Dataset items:

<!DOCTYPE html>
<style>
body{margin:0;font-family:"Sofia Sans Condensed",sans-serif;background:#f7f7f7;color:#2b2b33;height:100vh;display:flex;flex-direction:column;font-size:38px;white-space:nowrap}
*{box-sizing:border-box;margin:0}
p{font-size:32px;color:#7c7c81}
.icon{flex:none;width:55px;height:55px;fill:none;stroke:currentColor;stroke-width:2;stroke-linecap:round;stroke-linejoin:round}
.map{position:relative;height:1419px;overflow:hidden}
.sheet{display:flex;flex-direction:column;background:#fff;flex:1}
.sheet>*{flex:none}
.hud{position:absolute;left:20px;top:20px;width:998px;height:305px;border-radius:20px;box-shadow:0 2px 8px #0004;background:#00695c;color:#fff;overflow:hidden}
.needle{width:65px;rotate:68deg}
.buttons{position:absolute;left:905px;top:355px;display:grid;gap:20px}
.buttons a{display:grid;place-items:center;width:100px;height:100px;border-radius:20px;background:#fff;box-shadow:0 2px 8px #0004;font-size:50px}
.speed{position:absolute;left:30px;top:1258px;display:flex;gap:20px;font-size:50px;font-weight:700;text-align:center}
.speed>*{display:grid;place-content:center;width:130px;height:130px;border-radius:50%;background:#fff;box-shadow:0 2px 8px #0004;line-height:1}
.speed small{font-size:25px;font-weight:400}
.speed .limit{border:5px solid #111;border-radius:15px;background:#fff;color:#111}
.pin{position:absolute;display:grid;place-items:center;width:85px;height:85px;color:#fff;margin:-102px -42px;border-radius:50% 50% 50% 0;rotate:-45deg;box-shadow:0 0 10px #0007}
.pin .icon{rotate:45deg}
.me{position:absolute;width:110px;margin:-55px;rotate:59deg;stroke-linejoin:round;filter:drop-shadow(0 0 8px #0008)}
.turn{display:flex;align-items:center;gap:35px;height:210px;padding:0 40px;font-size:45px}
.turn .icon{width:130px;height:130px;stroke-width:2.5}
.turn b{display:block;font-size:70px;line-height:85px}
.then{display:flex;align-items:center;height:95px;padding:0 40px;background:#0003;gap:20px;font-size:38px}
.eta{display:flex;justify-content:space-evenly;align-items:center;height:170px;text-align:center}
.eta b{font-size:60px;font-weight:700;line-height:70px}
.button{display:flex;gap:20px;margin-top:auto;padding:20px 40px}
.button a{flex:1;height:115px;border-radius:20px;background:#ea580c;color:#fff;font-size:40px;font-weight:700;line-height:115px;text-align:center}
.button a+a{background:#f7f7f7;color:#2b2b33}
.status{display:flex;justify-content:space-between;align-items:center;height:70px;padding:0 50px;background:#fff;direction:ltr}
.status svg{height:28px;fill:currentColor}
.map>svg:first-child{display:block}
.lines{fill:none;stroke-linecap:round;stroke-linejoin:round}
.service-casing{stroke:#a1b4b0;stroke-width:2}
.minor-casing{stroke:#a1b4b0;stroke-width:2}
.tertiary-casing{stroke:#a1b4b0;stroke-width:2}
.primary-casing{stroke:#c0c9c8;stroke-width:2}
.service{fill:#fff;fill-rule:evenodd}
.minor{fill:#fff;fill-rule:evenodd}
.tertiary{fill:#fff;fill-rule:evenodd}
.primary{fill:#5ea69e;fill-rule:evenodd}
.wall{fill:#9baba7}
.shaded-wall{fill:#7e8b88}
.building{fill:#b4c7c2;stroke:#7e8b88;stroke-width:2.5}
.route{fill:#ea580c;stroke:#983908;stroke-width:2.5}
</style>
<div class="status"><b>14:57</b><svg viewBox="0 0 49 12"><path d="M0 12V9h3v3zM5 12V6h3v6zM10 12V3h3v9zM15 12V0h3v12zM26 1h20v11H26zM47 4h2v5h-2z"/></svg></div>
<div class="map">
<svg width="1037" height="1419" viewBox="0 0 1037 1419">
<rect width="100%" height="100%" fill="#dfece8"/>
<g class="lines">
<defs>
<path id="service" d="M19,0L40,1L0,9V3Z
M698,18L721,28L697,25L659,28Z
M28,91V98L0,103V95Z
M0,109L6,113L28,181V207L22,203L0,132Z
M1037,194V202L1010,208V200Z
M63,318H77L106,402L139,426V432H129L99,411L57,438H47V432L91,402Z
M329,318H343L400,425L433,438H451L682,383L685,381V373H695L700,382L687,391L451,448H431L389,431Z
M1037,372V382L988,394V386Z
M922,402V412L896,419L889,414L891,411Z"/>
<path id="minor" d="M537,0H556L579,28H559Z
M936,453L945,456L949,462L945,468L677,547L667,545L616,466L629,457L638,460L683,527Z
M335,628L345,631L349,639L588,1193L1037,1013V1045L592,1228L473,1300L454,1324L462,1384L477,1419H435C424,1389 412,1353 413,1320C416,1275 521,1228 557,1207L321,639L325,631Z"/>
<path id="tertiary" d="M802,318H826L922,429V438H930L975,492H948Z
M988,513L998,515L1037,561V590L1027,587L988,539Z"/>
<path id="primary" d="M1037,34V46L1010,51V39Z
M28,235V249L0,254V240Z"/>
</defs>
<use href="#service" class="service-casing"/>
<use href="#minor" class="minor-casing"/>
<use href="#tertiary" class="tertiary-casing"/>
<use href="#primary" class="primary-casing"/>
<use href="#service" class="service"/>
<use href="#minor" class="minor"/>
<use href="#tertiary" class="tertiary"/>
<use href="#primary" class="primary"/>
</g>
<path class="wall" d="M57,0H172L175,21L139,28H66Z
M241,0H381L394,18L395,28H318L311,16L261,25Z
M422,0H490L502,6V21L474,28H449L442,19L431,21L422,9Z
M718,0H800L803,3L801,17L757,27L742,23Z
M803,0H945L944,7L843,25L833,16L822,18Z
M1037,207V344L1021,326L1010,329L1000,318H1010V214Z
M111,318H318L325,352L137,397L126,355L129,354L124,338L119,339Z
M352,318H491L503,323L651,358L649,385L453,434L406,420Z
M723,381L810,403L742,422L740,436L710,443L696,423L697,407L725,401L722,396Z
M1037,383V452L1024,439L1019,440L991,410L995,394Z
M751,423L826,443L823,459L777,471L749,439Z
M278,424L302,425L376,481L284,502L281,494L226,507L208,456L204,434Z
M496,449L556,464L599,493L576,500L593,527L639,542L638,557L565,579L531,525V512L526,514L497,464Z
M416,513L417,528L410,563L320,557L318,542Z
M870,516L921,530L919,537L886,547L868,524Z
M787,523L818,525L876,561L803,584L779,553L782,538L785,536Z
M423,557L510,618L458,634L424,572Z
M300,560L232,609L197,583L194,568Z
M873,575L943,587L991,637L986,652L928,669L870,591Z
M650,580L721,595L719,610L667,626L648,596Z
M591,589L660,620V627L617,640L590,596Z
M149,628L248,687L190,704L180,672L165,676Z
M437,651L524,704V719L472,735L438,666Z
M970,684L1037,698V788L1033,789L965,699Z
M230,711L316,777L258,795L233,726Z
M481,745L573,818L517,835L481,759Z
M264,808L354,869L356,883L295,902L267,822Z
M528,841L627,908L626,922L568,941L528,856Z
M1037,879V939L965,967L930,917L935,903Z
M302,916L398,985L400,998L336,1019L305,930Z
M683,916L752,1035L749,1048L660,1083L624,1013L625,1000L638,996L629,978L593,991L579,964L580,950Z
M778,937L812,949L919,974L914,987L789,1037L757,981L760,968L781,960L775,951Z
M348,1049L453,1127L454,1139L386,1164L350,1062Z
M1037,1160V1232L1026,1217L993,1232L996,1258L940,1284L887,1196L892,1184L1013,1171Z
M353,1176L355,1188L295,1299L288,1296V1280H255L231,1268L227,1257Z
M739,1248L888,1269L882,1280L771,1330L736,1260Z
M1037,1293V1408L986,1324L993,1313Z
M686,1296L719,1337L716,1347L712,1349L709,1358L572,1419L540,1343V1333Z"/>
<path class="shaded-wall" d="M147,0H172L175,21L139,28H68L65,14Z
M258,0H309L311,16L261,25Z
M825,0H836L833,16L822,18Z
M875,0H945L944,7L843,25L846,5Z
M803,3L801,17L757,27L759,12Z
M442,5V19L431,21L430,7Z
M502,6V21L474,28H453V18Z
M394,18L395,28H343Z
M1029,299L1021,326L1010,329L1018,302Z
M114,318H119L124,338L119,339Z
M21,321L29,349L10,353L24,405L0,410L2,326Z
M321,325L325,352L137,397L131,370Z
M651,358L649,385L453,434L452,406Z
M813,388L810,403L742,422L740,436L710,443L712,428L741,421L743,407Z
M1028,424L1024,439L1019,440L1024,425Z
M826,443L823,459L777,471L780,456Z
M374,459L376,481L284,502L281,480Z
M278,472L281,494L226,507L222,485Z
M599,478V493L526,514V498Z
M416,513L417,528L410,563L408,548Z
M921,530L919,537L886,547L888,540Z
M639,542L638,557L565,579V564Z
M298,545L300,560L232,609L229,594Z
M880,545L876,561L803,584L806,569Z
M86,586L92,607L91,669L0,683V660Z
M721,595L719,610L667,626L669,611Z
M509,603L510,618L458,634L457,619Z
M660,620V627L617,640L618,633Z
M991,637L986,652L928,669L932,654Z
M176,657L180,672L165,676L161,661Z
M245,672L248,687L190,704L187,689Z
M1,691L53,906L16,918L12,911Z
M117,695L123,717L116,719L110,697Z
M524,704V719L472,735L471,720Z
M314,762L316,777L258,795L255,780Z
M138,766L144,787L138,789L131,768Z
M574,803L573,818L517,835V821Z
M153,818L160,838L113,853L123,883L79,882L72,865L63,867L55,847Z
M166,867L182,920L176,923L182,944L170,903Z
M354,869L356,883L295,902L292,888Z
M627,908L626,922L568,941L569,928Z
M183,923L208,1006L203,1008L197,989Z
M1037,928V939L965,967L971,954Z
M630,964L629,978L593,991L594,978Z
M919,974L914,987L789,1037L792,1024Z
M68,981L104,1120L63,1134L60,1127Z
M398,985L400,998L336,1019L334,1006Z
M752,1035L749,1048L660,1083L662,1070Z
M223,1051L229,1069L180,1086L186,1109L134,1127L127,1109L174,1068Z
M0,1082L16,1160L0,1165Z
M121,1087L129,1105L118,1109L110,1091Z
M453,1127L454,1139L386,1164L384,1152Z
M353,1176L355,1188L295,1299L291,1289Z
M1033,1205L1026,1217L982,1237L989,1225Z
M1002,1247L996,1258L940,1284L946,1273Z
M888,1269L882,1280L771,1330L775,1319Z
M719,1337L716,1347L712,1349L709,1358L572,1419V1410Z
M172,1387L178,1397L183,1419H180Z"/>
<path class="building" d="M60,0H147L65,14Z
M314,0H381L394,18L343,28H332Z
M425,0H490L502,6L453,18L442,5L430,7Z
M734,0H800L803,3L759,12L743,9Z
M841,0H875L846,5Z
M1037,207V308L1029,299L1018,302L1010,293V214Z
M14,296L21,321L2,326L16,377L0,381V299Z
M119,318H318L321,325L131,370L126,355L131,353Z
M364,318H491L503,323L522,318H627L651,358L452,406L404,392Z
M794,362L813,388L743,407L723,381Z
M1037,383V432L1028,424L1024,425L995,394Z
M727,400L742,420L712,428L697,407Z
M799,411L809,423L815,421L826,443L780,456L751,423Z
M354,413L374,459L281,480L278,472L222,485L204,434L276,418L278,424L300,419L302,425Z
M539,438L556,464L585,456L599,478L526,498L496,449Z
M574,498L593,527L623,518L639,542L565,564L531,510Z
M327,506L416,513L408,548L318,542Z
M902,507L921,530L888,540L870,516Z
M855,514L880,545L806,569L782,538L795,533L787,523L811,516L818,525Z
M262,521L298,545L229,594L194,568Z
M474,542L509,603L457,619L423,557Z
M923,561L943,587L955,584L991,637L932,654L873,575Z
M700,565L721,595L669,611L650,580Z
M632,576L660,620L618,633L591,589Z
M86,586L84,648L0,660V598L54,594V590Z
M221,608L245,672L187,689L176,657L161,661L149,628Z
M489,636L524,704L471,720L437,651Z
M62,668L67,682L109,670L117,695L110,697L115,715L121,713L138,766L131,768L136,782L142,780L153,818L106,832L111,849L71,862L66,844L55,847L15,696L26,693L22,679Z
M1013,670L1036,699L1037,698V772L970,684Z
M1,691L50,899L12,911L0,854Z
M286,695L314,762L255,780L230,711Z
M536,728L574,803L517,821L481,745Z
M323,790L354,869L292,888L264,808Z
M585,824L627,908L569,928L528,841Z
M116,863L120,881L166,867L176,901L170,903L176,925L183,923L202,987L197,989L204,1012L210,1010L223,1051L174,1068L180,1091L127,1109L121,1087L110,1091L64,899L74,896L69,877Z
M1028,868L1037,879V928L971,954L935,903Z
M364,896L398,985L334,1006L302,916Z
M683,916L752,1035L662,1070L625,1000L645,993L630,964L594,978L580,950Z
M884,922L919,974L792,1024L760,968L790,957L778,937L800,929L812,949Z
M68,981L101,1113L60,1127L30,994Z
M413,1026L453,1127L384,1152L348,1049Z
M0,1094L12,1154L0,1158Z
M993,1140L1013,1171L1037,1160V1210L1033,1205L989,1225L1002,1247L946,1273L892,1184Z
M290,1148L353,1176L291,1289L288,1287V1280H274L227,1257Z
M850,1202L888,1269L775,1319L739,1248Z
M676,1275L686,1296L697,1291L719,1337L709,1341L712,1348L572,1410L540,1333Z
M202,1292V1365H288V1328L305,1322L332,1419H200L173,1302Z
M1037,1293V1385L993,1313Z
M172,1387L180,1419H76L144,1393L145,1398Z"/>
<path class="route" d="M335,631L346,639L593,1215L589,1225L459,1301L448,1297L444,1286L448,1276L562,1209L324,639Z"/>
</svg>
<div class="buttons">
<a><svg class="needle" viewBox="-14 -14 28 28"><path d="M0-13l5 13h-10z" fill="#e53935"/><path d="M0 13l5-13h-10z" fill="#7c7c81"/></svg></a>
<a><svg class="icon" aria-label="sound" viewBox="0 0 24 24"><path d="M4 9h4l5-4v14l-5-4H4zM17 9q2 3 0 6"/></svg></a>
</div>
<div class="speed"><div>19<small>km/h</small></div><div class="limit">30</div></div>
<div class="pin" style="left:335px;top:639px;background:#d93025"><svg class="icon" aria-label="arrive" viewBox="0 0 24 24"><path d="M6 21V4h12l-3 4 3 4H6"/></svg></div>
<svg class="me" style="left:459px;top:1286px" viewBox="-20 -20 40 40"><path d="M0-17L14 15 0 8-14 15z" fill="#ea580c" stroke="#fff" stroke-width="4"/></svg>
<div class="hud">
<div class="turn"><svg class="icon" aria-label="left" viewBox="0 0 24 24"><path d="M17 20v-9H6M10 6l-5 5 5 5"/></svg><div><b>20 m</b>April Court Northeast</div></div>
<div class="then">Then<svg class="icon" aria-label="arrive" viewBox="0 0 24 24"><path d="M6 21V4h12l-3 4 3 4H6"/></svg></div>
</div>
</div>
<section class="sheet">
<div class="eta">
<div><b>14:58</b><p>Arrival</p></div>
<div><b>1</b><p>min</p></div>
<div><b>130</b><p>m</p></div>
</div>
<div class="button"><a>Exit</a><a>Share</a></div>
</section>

WORK TASK:
Copy out each line carrying the string "rotate" from the data.

OUTPUT OF THE EXERCISE:
.needle{width:65px;rotate:68deg}
.pin{position:absolute;display:grid;place-items:center;width:85px;height:85px;color:#fff;margin:-102px -42px;border-radius:50% 50% 50% 0;rotate:-45deg;box-shadow:0 0 10px #0007}
.pin .icon{rotate:45deg}
.me{position:absolute;width:110px;margin:-55px;rotate:59deg;stroke-linejoin:round;filter:drop-shadow(0 0 8px #0008)}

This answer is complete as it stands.